Novaro indica diversi dati sulla composizione sociale e abitativa della Torino che si sviluppa nel dopoguerra. Numeri e testimonianze dirette indispensabili, che sostanziano l’emergere, e il trionfo, del cosiddetto «blocco edilizio», così definito da Valentino Parlato: in cui, per altro, il ruolo del pubblico è assai attivo e rilevante. Sullo sfondo, al di là di corso Taranto e di Torino, il piano casa Fanfani con la nascita dei quartieri popolari periferici, nonché la proposta di Legge Sullo, oggi dimenticata e cancellata perché tacciata al tempo di bolscevismo o quasi.

IL LIBRO corre attraverso gli anni, le vicissitudini e le ambiguità di un tempo in cui lo Stato, nonché i suoi corpi intermedi, si pongono prevalentemente come camera di compensazione che tenta di strappare al capitale qualche concessione. Sono storie note ma dimenticate quelle che racconta Novaro. Utile riproporle oggi che tutto sembra lontano, superato, risolto. Su tutto, la potenza magmatica di quel proletariato che riuscì ad organizzarsi nonostante la stanchezza della fabbrica, la stanchezza umana, la vita bestiale.

Novaro descrive senza epica, il suo lavoro è un altro: ma leggendo le pagine in cui si racconta la vittoria sull’amministrazione comunale, di fatto la rappresentante del capitale che chiedeva altri dormitori per la manodopera, viene voglia di trasformare quella storia in esempio. Il comitato spontaneo che si auto-organizzò bloccò la costruzione di un nuovo, gigantesco, insediamento: lo fece con coraggio, unendosi agli studenti in arrivo da architettura. Siamo nel ’69 e al posto dell’ennesimo palazzone nasce prima un campetto di calcio che nel tempo diventerà giardino con servizi commerciali e non solo. Viene perfino bloccata la costruzione di una chiesa, poi spostata.

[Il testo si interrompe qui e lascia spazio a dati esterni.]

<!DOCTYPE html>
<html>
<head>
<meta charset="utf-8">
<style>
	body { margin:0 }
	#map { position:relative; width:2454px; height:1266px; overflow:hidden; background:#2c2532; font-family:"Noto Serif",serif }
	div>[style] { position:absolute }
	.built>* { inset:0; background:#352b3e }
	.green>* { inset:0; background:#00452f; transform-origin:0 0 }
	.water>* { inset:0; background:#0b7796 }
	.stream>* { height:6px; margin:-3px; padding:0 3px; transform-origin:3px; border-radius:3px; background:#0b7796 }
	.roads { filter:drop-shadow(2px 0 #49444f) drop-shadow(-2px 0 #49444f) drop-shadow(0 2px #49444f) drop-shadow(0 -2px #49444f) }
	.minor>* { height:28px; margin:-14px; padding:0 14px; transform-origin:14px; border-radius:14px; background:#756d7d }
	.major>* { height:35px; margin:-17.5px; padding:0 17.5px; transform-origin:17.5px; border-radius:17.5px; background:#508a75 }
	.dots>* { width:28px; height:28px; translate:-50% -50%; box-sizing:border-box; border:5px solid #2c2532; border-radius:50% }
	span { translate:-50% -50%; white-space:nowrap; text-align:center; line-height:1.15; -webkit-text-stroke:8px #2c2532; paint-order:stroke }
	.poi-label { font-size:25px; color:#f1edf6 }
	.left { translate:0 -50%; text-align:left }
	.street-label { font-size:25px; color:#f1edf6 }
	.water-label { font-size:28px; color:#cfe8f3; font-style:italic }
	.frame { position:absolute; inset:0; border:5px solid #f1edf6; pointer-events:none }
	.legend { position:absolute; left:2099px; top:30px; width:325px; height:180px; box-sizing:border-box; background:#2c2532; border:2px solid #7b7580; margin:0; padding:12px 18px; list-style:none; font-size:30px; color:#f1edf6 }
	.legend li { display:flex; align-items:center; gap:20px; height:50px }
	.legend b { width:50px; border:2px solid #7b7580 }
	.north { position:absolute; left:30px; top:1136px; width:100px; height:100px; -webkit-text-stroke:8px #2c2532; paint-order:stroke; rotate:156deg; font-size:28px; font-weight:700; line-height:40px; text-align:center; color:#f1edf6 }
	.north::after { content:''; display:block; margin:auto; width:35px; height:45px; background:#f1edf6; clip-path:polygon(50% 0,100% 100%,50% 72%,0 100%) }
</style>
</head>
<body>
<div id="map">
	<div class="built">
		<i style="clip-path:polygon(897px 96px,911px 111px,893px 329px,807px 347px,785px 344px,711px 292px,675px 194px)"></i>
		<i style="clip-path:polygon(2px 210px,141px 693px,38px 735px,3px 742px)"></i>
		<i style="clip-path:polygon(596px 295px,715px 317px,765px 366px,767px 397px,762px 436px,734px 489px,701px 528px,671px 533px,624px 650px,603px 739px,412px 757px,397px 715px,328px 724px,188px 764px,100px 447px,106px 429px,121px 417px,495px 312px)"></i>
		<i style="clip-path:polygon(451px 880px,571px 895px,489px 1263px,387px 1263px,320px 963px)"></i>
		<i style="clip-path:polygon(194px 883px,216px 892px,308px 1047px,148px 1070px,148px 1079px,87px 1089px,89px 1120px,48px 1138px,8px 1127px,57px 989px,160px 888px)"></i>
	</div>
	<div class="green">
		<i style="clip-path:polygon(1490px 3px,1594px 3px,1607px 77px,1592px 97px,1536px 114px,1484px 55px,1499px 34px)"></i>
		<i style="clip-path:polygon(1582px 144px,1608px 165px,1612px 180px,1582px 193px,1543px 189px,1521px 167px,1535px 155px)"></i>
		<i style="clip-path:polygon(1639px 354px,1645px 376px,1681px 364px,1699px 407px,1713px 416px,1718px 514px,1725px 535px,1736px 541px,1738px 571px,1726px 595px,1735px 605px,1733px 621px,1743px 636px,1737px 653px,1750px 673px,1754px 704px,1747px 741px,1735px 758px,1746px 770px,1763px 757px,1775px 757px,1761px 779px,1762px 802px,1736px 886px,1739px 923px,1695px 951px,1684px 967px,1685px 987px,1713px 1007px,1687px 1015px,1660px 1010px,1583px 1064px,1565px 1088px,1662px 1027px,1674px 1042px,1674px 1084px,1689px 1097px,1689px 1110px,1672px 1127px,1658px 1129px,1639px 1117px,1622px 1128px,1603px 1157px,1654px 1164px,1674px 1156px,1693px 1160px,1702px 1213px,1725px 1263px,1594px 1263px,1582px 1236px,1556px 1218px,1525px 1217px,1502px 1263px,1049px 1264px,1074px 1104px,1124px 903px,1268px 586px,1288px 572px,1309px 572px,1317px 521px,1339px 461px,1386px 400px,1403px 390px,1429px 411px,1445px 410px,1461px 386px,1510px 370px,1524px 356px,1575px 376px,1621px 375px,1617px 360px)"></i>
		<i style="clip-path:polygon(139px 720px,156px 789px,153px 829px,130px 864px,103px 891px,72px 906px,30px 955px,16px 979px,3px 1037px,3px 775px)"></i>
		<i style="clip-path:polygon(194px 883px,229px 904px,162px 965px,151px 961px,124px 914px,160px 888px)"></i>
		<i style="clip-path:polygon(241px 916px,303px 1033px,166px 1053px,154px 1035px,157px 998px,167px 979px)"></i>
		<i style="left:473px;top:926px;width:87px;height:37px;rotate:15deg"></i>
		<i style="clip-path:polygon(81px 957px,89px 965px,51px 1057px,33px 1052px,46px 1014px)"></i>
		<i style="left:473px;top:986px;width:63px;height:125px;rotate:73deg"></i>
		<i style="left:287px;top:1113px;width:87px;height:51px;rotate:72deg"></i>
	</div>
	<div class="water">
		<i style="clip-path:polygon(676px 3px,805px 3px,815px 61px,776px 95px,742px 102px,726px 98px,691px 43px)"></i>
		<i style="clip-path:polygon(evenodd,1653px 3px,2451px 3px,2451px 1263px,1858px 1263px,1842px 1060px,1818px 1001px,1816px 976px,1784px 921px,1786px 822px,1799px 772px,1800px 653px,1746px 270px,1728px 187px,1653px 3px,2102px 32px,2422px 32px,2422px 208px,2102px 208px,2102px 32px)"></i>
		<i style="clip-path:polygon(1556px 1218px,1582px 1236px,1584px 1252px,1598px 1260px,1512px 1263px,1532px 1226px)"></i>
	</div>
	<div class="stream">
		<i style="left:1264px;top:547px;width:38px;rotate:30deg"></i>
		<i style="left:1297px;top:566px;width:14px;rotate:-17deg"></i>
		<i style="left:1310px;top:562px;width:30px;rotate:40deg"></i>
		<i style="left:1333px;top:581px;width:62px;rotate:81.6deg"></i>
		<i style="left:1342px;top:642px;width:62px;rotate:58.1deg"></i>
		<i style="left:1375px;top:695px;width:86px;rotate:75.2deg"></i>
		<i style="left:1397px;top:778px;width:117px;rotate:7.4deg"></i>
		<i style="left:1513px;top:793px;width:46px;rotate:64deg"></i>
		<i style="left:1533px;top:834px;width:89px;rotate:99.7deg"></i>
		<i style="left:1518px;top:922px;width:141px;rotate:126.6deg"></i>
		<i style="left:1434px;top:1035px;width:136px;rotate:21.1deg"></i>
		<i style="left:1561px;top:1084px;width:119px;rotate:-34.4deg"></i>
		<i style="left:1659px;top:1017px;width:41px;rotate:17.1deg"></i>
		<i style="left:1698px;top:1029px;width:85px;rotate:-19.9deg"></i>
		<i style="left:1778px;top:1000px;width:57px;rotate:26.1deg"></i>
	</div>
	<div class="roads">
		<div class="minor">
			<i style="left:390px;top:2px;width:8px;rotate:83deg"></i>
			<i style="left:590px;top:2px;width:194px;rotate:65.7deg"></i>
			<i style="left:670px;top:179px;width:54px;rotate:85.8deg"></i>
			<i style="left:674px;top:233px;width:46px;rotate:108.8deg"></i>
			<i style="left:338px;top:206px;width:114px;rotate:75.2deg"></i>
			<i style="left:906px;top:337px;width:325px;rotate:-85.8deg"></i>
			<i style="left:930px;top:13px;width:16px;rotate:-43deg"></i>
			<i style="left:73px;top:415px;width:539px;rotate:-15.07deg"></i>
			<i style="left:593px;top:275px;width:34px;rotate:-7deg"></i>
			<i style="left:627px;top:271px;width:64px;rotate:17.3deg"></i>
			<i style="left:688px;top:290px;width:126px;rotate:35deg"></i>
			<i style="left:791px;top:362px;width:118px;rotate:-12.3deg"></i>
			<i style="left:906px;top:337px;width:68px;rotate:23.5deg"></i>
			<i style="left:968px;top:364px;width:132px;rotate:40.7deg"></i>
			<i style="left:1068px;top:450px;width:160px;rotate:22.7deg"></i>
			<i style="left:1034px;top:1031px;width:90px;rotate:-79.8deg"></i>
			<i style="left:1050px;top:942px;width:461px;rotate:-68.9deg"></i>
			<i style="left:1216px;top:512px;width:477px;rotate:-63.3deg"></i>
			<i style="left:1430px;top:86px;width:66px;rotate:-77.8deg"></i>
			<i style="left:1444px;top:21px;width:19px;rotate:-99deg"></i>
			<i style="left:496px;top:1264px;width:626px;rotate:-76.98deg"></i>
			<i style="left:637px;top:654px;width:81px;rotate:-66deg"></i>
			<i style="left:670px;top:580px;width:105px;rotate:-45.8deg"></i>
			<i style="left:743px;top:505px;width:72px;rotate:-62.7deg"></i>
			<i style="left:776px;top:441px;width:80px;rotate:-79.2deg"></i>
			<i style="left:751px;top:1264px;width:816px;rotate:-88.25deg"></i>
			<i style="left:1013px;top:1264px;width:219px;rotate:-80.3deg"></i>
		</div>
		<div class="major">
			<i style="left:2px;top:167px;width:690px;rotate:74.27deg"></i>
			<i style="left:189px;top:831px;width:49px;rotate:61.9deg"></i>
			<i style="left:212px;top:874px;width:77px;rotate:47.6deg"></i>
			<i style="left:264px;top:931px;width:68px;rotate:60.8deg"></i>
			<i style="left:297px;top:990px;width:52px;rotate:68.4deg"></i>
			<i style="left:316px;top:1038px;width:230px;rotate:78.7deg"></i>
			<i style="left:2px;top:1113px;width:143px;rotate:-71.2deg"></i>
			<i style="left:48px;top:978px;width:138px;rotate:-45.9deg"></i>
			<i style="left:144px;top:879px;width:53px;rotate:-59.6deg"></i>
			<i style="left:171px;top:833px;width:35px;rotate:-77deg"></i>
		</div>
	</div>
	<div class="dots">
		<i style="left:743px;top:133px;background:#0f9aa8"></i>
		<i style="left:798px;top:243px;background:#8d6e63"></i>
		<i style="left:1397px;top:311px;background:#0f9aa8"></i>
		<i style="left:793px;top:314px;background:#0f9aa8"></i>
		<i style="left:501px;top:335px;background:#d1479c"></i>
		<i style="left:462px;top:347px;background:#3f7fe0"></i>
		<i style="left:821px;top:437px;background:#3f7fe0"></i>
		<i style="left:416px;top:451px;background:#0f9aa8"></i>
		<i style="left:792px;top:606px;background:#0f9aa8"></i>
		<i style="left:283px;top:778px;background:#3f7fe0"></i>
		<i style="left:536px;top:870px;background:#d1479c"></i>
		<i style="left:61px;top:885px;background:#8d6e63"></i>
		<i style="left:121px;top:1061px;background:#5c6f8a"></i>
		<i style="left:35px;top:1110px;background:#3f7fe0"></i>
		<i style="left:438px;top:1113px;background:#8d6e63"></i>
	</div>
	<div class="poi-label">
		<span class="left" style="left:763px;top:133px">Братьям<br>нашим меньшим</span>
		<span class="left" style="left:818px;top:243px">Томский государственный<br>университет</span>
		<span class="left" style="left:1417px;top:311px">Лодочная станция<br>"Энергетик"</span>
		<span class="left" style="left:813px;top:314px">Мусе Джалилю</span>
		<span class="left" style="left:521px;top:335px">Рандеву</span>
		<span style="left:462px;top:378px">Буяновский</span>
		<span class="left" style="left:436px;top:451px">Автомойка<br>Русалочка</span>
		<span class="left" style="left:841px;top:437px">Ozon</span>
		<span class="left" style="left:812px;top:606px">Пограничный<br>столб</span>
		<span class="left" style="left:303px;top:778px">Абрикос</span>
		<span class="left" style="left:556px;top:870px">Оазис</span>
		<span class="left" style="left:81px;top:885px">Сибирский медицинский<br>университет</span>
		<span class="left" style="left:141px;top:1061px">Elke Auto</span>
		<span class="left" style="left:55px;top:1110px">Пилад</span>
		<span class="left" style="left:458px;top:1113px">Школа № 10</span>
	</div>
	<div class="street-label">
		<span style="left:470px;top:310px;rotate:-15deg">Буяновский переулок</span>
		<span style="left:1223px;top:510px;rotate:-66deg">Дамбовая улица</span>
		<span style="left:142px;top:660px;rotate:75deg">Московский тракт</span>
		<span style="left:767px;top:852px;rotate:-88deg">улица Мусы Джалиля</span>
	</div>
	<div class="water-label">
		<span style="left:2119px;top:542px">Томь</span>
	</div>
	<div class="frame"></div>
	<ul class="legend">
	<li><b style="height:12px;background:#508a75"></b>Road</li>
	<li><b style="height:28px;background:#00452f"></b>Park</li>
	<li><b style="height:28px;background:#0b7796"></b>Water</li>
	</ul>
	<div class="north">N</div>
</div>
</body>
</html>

Dopo la vittoria segue la stanchezza, la diaspora del tempo edonistico che disgrega una lotta di quartiere. Passano gli anni, l’emergenza abitativa rimane. I poveri di oggi, che con ogni probabilità sono i figli di coloro che vissero il far west descritto da Novaro si trovano da un’altra parte della storia della povertà: non quella legata al lavoro industriale, ormai scomparso a Torino, ma quella dettata dal «nomadismo» di cui scrisse Luciano Gallino.